BEGIN Material for this exercise
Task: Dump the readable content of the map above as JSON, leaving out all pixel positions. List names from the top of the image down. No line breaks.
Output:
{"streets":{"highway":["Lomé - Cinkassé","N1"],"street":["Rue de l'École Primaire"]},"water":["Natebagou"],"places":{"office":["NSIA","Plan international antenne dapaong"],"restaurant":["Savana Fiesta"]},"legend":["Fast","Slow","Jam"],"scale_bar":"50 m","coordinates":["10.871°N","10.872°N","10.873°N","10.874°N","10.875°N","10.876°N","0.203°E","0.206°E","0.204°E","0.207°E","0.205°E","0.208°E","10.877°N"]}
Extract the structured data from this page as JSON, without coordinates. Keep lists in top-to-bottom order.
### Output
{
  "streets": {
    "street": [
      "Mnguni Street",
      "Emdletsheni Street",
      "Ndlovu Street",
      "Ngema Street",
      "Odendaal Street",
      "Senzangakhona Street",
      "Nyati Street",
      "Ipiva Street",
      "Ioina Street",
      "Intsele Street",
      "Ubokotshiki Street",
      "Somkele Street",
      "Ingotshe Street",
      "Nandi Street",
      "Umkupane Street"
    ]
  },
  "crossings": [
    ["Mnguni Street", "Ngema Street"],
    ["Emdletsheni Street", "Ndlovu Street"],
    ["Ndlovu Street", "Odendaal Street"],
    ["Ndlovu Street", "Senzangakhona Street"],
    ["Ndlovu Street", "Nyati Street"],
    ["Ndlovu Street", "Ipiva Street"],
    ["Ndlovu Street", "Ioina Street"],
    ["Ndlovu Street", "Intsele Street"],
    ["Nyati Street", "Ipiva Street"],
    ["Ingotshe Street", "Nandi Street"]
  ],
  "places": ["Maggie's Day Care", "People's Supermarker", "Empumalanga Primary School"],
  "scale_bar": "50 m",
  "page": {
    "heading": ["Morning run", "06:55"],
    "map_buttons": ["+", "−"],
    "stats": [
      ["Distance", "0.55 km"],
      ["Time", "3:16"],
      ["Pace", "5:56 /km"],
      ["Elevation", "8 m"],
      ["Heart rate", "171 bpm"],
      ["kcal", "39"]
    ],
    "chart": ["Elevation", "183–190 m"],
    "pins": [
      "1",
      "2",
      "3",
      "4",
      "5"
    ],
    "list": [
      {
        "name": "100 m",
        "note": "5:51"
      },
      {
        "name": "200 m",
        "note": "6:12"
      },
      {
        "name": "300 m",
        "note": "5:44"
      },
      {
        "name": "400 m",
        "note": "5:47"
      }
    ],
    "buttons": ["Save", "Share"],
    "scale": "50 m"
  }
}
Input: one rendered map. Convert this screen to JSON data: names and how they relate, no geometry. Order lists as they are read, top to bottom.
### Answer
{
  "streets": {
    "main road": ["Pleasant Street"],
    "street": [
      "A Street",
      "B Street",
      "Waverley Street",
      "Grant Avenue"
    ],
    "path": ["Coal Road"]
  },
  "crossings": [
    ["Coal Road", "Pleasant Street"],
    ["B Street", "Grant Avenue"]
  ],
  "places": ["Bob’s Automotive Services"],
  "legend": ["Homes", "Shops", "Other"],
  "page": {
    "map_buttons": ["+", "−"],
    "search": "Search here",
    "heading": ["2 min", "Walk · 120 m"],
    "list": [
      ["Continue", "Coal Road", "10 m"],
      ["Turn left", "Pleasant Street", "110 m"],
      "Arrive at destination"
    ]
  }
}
END Material for this exercise
### Your objective
Pull out every line holding "Nandi" from the records above, and copy it.

### Task response
      "Nandi Street",
    ["Ingotshe Street", "Nandi Street"]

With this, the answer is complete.